§ Work to complete
Sort through the entries below and pull out lines containing the word "this".

Records drawn from a dataset

--------------------------------------------------

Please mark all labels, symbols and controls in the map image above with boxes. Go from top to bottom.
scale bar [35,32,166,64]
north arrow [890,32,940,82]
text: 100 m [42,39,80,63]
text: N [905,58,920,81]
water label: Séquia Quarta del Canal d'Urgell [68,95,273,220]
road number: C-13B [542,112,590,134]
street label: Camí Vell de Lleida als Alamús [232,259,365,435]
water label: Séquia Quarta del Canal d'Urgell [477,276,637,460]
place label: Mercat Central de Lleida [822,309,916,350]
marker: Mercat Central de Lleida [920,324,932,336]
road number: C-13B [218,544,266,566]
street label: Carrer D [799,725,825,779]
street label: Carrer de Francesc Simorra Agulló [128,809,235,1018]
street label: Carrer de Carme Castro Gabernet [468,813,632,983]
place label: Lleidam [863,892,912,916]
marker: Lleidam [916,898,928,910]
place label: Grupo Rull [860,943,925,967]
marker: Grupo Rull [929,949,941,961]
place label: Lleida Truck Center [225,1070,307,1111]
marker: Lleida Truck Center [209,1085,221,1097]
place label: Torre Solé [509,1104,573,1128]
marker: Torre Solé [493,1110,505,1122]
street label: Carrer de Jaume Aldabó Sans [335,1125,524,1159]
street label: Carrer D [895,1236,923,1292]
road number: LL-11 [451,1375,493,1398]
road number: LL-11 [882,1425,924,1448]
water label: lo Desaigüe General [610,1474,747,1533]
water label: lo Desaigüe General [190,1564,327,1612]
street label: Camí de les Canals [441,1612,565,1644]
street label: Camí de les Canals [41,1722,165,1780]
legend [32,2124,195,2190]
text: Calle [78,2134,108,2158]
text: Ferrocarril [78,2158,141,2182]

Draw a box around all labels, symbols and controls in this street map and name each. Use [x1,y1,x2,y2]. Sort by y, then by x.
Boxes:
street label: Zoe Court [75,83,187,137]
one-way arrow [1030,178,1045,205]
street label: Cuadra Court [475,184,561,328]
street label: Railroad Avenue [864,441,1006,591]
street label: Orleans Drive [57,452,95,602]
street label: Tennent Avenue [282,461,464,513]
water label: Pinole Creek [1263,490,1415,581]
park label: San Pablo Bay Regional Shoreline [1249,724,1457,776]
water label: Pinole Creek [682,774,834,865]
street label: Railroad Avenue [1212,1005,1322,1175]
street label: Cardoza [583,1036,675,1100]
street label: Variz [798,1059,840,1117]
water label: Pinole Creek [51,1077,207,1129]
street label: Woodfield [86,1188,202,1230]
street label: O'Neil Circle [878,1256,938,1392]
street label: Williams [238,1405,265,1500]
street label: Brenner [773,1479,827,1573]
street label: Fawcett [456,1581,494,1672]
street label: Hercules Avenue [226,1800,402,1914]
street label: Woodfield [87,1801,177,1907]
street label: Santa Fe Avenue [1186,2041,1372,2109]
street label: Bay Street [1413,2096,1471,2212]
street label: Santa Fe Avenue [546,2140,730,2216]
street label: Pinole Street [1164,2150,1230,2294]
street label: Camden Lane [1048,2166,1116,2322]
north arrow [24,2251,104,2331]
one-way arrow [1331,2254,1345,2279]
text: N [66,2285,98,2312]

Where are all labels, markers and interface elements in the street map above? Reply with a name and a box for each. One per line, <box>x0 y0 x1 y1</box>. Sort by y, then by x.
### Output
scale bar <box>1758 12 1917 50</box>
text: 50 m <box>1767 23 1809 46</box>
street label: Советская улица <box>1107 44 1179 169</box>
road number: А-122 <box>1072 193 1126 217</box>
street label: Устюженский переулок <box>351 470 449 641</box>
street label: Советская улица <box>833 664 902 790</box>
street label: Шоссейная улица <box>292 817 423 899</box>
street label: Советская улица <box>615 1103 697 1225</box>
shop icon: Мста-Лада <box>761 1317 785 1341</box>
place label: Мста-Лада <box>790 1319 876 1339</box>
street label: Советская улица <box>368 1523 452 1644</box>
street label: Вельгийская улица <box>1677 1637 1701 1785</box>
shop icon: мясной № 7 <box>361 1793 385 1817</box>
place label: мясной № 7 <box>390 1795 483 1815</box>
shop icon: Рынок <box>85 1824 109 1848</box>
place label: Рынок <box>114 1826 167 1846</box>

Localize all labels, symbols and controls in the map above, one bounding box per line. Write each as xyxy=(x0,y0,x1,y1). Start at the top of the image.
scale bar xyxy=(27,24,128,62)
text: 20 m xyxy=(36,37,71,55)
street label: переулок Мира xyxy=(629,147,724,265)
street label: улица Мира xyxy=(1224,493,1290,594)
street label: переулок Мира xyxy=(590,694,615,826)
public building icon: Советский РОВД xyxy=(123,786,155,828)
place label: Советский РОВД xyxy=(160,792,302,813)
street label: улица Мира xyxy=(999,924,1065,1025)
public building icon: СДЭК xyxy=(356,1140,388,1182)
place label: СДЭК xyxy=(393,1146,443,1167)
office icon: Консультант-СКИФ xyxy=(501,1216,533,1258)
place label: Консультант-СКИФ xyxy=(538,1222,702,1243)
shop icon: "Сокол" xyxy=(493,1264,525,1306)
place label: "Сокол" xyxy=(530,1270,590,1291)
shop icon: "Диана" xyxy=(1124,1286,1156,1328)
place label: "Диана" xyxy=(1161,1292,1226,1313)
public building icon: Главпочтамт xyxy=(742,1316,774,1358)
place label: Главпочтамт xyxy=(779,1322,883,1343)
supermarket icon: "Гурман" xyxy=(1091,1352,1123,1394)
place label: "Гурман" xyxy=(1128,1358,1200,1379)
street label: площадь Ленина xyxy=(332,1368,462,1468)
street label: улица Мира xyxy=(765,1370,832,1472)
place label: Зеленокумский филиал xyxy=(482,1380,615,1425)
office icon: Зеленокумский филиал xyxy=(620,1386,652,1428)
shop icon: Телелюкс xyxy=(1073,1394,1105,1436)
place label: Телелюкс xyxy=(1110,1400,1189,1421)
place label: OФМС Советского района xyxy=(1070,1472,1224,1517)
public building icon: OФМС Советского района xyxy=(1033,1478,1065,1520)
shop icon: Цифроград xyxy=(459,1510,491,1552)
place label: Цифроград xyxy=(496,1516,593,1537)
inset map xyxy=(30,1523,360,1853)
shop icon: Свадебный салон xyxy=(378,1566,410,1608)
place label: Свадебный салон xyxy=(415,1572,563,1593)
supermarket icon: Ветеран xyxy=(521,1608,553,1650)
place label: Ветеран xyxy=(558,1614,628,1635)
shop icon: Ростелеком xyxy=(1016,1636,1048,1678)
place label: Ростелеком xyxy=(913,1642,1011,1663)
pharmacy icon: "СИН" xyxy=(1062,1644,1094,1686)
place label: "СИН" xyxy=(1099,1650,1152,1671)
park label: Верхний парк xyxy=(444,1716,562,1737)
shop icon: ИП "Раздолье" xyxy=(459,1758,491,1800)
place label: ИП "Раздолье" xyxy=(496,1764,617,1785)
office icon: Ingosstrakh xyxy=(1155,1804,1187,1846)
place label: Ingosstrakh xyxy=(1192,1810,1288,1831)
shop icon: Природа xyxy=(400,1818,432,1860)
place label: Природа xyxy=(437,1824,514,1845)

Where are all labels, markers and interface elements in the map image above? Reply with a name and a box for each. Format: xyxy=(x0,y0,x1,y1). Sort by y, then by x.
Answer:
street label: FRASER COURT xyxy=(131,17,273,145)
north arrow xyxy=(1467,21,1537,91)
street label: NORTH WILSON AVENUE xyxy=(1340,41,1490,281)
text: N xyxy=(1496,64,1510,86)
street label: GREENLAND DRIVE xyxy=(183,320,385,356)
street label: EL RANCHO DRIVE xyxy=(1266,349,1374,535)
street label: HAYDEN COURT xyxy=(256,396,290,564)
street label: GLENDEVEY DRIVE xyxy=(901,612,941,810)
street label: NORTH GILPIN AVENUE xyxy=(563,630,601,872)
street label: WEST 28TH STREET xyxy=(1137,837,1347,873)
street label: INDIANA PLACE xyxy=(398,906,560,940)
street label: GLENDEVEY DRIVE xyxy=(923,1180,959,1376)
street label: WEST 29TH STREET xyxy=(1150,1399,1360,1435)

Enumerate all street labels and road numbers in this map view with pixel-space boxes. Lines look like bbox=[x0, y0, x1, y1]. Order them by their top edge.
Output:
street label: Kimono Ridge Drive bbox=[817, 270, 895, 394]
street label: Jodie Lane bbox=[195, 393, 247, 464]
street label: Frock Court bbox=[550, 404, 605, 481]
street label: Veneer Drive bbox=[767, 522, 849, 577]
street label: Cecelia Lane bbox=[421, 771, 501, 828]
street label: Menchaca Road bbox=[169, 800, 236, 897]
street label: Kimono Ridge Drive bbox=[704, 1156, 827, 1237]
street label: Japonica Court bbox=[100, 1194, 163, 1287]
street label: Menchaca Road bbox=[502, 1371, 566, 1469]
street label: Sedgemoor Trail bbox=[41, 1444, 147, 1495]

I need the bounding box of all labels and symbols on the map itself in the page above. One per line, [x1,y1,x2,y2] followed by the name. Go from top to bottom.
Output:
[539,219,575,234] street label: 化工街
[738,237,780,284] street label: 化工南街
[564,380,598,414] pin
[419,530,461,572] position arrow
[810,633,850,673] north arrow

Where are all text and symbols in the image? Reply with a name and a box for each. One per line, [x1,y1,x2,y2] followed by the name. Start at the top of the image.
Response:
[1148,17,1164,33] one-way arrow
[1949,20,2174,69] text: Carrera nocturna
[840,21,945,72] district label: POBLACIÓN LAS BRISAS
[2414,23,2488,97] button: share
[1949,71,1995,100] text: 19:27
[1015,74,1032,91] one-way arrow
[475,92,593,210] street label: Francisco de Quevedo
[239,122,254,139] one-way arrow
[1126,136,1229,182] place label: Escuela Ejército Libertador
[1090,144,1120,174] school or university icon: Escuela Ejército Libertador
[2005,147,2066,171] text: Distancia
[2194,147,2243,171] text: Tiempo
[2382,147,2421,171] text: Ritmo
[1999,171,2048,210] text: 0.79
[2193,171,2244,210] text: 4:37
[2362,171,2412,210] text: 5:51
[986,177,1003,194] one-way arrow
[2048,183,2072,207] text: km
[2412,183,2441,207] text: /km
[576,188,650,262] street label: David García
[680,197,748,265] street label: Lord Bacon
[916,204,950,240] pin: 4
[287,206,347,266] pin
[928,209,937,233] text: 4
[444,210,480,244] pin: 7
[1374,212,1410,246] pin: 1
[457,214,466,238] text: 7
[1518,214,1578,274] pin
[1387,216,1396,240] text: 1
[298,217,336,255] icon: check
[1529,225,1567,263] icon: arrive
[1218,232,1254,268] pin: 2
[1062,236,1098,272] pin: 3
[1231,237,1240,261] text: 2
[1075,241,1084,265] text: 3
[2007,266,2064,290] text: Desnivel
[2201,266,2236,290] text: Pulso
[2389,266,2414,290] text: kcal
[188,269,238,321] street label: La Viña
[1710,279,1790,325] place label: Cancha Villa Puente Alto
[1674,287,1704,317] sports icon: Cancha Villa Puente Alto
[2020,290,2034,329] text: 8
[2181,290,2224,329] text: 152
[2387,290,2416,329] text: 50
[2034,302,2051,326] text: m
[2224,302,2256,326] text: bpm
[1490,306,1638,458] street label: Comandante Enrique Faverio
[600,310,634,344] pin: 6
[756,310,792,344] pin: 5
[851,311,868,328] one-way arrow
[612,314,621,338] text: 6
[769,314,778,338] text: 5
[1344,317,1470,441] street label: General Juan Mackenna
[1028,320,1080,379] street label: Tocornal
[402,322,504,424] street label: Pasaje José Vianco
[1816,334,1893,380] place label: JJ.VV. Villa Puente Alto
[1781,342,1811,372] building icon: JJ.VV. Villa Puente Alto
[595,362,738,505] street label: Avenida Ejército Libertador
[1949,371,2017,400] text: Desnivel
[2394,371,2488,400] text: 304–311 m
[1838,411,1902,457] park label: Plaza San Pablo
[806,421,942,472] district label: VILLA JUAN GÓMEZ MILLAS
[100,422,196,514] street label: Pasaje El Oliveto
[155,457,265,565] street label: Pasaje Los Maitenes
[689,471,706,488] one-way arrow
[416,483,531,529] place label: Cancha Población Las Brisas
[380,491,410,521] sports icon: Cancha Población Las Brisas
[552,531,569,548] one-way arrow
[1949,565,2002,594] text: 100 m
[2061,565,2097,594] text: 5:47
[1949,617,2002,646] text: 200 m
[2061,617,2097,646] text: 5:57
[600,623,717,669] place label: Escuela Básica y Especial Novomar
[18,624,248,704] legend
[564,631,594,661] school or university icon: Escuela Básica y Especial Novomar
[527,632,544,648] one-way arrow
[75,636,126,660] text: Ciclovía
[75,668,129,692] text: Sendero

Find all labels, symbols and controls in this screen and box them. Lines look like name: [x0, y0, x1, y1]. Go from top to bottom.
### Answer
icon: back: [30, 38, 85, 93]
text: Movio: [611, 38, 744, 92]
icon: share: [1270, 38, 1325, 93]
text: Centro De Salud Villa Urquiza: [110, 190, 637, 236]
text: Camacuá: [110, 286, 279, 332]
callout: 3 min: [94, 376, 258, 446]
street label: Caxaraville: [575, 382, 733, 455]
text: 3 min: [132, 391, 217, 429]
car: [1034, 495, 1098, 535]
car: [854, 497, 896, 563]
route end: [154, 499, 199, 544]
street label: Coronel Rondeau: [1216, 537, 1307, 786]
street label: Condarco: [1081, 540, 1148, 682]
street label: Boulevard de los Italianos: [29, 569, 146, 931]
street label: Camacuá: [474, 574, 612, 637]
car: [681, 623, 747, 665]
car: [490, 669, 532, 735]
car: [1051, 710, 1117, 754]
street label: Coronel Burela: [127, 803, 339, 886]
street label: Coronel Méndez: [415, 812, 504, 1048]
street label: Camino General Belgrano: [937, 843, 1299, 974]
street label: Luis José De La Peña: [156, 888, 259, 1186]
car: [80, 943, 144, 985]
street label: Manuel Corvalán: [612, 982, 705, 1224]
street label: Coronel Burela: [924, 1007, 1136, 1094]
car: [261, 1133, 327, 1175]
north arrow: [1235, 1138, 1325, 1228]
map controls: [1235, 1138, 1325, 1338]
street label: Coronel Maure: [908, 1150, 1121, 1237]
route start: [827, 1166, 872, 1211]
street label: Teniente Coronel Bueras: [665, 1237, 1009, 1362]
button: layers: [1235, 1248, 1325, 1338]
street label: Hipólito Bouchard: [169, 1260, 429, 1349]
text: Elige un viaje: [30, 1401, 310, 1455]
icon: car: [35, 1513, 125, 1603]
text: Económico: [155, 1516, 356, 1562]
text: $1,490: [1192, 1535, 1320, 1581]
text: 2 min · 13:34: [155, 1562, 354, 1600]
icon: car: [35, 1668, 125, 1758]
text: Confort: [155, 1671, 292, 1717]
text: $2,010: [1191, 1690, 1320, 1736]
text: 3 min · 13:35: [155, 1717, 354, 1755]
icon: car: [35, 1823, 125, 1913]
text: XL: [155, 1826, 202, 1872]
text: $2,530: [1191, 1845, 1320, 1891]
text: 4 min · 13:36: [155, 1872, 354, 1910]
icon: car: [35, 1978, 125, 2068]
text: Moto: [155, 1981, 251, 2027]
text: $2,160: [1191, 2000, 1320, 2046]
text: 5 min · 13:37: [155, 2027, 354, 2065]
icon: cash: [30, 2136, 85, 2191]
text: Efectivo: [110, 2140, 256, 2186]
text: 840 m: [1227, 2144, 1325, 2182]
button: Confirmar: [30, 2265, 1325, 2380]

--------------------------------------------------

§ Exercise result
Draw a box around all labels, symbols and controls in this street map and name each. Use [x1,y1,x2,y2]. Sort by y, then by x.
Enumerate all street labels and road numbers in this map view with pixel-space boxes. Lines look like bbox=[x0, y0, x1, y1]. Order them by their top edge.
Find all labels, symbols and controls in this screen and box them. Lines look like name: [x0, y0, x1, y1]. Go from top to bottom.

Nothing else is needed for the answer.